Your answer should be one number: the count of lines in these entries that hold the word "center".

- [Dataset excerpts]:
++++

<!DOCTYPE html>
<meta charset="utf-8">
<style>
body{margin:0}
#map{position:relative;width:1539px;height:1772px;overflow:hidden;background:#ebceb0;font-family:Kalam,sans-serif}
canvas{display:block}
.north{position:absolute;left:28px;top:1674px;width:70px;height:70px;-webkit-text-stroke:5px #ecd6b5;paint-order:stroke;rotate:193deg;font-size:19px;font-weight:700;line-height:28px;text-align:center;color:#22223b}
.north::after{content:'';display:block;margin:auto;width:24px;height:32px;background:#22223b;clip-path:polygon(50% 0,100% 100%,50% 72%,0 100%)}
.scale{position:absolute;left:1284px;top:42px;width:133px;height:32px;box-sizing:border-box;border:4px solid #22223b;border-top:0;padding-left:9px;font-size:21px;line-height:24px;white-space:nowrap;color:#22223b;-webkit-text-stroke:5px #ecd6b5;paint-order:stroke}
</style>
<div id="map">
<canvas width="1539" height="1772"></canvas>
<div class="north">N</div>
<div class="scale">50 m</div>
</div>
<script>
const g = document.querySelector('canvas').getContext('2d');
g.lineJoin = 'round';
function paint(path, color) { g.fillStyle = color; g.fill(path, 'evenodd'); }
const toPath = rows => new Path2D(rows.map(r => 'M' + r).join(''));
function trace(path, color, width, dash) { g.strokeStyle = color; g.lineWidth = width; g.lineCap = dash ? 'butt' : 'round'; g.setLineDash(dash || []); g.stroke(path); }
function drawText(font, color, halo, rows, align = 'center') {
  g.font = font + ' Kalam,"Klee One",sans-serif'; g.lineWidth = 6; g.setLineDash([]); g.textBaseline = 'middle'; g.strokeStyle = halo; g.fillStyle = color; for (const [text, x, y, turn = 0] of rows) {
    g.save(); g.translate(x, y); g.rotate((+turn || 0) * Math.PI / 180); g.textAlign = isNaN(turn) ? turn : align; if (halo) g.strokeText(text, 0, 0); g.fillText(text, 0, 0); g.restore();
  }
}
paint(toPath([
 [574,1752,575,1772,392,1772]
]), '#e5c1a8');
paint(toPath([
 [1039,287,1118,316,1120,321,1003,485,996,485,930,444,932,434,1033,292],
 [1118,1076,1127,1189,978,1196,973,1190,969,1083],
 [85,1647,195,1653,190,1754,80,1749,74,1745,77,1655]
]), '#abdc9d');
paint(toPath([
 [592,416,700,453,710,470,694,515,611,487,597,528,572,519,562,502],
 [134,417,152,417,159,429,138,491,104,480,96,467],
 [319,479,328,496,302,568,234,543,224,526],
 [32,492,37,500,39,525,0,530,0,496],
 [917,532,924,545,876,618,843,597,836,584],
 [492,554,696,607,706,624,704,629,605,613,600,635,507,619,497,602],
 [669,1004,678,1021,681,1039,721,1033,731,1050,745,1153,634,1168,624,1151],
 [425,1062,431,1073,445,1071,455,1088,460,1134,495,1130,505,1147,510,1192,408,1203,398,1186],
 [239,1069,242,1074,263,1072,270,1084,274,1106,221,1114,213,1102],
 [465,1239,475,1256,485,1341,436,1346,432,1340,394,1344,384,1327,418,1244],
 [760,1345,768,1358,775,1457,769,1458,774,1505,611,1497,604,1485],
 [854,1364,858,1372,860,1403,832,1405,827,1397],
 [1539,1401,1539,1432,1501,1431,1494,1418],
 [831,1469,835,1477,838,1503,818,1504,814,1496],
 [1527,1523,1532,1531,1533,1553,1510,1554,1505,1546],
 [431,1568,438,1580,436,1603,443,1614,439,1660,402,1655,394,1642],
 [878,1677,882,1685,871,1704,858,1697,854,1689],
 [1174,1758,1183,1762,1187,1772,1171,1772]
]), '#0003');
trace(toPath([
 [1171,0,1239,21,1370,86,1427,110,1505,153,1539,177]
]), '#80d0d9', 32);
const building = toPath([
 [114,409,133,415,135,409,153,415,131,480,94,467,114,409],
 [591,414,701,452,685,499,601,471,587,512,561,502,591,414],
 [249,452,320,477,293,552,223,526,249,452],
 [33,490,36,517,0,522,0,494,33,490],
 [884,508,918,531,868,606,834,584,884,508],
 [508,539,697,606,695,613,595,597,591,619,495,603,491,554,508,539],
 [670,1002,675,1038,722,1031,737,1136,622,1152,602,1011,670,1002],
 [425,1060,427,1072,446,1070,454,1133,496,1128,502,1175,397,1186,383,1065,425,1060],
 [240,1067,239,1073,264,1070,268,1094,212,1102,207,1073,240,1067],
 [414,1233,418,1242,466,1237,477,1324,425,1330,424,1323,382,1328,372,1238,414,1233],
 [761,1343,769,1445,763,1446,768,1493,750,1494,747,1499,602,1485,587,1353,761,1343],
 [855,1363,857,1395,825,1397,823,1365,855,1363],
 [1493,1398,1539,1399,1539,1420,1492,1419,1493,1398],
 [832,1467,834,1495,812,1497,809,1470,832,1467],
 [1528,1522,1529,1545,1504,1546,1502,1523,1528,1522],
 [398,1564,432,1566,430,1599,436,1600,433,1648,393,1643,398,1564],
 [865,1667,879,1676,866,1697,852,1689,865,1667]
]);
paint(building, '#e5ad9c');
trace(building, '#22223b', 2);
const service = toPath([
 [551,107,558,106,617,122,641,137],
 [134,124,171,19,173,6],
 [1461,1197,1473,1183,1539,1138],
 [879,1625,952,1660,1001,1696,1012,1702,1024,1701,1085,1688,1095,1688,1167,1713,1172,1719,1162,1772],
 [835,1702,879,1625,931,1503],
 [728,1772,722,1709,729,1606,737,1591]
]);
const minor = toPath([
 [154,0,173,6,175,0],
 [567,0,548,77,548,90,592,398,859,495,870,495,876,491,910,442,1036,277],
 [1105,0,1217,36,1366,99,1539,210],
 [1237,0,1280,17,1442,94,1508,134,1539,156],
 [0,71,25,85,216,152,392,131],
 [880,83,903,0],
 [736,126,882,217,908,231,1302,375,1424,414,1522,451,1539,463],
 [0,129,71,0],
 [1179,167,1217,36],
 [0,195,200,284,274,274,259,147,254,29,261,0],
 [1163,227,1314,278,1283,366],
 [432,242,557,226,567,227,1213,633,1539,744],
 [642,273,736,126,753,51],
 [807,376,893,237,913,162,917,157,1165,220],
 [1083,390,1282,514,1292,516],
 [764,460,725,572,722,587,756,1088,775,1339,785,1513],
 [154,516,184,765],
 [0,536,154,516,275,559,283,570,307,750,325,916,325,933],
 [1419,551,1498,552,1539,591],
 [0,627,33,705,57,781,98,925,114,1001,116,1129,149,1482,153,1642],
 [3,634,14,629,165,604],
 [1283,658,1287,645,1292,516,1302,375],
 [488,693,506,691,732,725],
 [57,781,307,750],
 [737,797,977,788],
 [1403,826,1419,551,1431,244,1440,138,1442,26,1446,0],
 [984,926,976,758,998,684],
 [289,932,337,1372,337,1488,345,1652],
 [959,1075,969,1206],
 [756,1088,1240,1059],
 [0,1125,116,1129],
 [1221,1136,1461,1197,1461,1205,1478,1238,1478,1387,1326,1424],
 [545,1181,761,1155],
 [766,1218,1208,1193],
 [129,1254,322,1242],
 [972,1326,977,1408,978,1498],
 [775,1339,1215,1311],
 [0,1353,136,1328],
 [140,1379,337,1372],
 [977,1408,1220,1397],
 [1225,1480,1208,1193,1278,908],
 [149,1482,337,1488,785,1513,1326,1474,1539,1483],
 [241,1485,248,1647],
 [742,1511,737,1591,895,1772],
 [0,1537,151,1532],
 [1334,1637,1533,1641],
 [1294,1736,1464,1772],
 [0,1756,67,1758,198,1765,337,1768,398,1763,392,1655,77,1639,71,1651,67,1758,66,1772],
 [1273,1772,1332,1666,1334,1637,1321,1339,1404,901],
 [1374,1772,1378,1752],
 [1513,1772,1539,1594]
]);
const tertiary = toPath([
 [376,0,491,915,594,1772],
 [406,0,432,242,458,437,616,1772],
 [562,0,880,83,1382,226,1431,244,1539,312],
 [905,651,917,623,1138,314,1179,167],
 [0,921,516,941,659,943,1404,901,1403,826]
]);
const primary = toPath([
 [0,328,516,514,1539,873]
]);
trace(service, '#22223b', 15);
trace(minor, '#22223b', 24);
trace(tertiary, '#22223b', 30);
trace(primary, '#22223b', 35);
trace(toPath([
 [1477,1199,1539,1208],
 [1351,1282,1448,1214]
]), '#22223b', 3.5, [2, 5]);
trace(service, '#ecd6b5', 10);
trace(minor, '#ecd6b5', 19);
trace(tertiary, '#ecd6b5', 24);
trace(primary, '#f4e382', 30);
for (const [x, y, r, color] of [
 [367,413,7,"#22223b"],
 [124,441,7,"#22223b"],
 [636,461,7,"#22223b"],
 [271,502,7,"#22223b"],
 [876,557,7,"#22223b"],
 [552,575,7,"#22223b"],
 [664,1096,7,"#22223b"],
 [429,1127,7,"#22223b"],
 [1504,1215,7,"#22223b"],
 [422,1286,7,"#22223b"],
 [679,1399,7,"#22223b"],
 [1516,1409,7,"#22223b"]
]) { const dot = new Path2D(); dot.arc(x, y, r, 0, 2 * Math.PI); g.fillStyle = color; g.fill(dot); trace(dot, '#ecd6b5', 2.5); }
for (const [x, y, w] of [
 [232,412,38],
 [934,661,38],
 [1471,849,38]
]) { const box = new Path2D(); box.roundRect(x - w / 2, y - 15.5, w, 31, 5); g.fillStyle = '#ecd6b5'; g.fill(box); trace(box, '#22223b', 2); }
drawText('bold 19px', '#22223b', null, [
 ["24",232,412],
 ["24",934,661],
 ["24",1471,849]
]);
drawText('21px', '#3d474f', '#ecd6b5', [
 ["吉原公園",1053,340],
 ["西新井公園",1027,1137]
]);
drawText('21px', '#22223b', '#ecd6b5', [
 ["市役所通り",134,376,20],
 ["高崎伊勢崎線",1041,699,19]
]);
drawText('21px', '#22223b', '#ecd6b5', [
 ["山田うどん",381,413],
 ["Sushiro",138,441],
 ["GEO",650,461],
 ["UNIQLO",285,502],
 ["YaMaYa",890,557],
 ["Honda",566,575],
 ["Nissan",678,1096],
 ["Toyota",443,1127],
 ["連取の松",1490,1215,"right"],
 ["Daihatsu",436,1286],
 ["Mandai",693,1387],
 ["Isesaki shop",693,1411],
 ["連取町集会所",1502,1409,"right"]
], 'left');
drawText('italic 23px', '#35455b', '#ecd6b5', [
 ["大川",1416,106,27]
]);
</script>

++++

- [Result of this task]:
2